Exercise brief:
From the first line to the last, repeat the data below exactly.

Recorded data
════════
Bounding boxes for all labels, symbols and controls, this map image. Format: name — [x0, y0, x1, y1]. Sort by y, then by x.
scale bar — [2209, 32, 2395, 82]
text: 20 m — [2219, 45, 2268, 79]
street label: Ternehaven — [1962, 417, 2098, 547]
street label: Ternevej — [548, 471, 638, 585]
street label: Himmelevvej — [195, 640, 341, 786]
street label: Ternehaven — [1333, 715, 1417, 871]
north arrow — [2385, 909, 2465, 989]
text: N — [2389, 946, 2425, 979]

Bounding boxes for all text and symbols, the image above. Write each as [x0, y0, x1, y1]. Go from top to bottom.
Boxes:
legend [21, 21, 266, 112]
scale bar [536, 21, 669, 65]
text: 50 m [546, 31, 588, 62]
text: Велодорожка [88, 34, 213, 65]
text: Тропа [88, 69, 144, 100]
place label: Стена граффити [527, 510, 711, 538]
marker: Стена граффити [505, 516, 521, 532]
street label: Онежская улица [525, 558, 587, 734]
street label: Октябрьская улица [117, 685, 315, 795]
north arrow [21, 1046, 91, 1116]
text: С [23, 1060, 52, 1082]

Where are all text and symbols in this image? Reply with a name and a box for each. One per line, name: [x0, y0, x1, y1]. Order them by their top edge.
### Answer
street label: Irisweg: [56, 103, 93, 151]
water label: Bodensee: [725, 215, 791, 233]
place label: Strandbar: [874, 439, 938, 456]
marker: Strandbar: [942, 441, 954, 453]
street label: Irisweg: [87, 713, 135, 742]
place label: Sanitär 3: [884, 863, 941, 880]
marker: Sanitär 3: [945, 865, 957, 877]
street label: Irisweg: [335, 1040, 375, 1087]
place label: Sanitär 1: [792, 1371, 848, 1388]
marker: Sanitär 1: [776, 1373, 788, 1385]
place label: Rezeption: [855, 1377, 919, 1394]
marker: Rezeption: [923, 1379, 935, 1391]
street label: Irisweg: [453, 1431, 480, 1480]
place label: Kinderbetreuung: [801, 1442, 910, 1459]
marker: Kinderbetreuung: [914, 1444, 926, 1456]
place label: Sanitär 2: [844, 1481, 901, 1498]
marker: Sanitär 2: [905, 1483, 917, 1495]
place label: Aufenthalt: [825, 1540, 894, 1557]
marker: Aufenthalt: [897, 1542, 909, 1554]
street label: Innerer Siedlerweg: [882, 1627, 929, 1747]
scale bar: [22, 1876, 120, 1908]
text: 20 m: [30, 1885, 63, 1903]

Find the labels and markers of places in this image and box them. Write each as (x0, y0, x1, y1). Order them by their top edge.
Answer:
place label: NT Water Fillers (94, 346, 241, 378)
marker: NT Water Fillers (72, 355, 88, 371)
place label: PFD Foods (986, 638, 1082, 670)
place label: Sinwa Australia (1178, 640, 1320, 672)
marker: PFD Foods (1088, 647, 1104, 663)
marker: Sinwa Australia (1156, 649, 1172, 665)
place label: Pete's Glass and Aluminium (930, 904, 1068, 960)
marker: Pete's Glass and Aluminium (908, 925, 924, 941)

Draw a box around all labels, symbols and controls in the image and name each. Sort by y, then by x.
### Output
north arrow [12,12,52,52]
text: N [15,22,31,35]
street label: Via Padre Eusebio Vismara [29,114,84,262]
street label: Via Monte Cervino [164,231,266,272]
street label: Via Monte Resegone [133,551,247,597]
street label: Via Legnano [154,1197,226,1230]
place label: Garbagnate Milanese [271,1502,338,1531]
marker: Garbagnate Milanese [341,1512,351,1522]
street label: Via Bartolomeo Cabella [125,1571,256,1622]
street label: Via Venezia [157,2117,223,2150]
════════
Exercise solution:
Bounding boxes for all labels, symbols and controls, this map image. Format: name — [x0, y0, x1, y1]. Sort by y, then by x.
scale bar — [2209, 32, 2395, 82]
text: 20 m — [2219, 45, 2268, 79]
street label: Ternehaven — [1962, 417, 2098, 547]
street label: Ternevej — [548, 471, 638, 585]
street label: Himmelevvej — [195, 640, 341, 786]
street label: Ternehaven — [1333, 715, 1417, 871]
north arrow — [2385, 909, 2465, 989]
text: N — [2389, 946, 2425, 979]

Bounding boxes for all text and symbols, the image above. Write each as [x0, y0, x1, y1]. Go from top to bottom.
Boxes:
legend [21, 21, 266, 112]
scale bar [536, 21, 669, 65]
text: 50 m [546, 31, 588, 62]
text: Велодорожка [88, 34, 213, 65]
text: Тропа [88, 69, 144, 100]
place label: Стена граффити [527, 510, 711, 538]
marker: Стена граффити [505, 516, 521, 532]
street label: Онежская улица [525, 558, 587, 734]
street label: Октябрьская улица [117, 685, 315, 795]
north arrow [21, 1046, 91, 1116]
text: С [23, 1060, 52, 1082]

Where are all text and symbols in this image? Reply with a name and a box for each. One per line, name: [x0, y0, x1, y1]. Order them by their top edge.
### Answer
street label: Irisweg: [56, 103, 93, 151]
water label: Bodensee: [725, 215, 791, 233]
place label: Strandbar: [874, 439, 938, 456]
marker: Strandbar: [942, 441, 954, 453]
street label: Irisweg: [87, 713, 135, 742]
place label: Sanitär 3: [884, 863, 941, 880]
marker: Sanitär 3: [945, 865, 957, 877]
street label: Irisweg: [335, 1040, 375, 1087]
place label: Sanitär 1: [792, 1371, 848, 1388]
marker: Sanitär 1: [776, 1373, 788, 1385]
place label: Rezeption: [855, 1377, 919, 1394]
marker: Rezeption: [923, 1379, 935, 1391]
street label: Irisweg: [453, 1431, 480, 1480]
place label: Kinderbetreuung: [801, 1442, 910, 1459]
marker: Kinderbetreuung: [914, 1444, 926, 1456]
place label: Sanitär 2: [844, 1481, 901, 1498]
marker: Sanitär 2: [905, 1483, 917, 1495]
place label: Aufenthalt: [825, 1540, 894, 1557]
marker: Aufenthalt: [897, 1542, 909, 1554]
street label: Innerer Siedlerweg: [882, 1627, 929, 1747]
scale bar: [22, 1876, 120, 1908]
text: 20 m: [30, 1885, 63, 1903]

Find the labels and markers of places in this image and box them. Write each as (x0, y0, x1, y1). Order them by their top edge.
Answer:
place label: NT Water Fillers (94, 346, 241, 378)
marker: NT Water Fillers (72, 355, 88, 371)
place label: PFD Foods (986, 638, 1082, 670)
place label: Sinwa Australia (1178, 640, 1320, 672)
marker: PFD Foods (1088, 647, 1104, 663)
marker: Sinwa Australia (1156, 649, 1172, 665)
place label: Pete's Glass and Aluminium (930, 904, 1068, 960)
marker: Pete's Glass and Aluminium (908, 925, 924, 941)

Draw a box around all labels, symbols and controls in the image and name each. Sort by y, then by x.
### Output
north arrow [12,12,52,52]
text: N [15,22,31,35]
street label: Via Padre Eusebio Vismara [29,114,84,262]
street label: Via Monte Cervino [164,231,266,272]
street label: Via Monte Resegone [133,551,247,597]
street label: Via Legnano [154,1197,226,1230]
place label: Garbagnate Milanese [271,1502,338,1531]
marker: Garbagnate Milanese [341,1512,351,1522]
street label: Via Bartolomeo Cabella [125,1571,256,1622]
street label: Via Venezia [157,2117,223,2150]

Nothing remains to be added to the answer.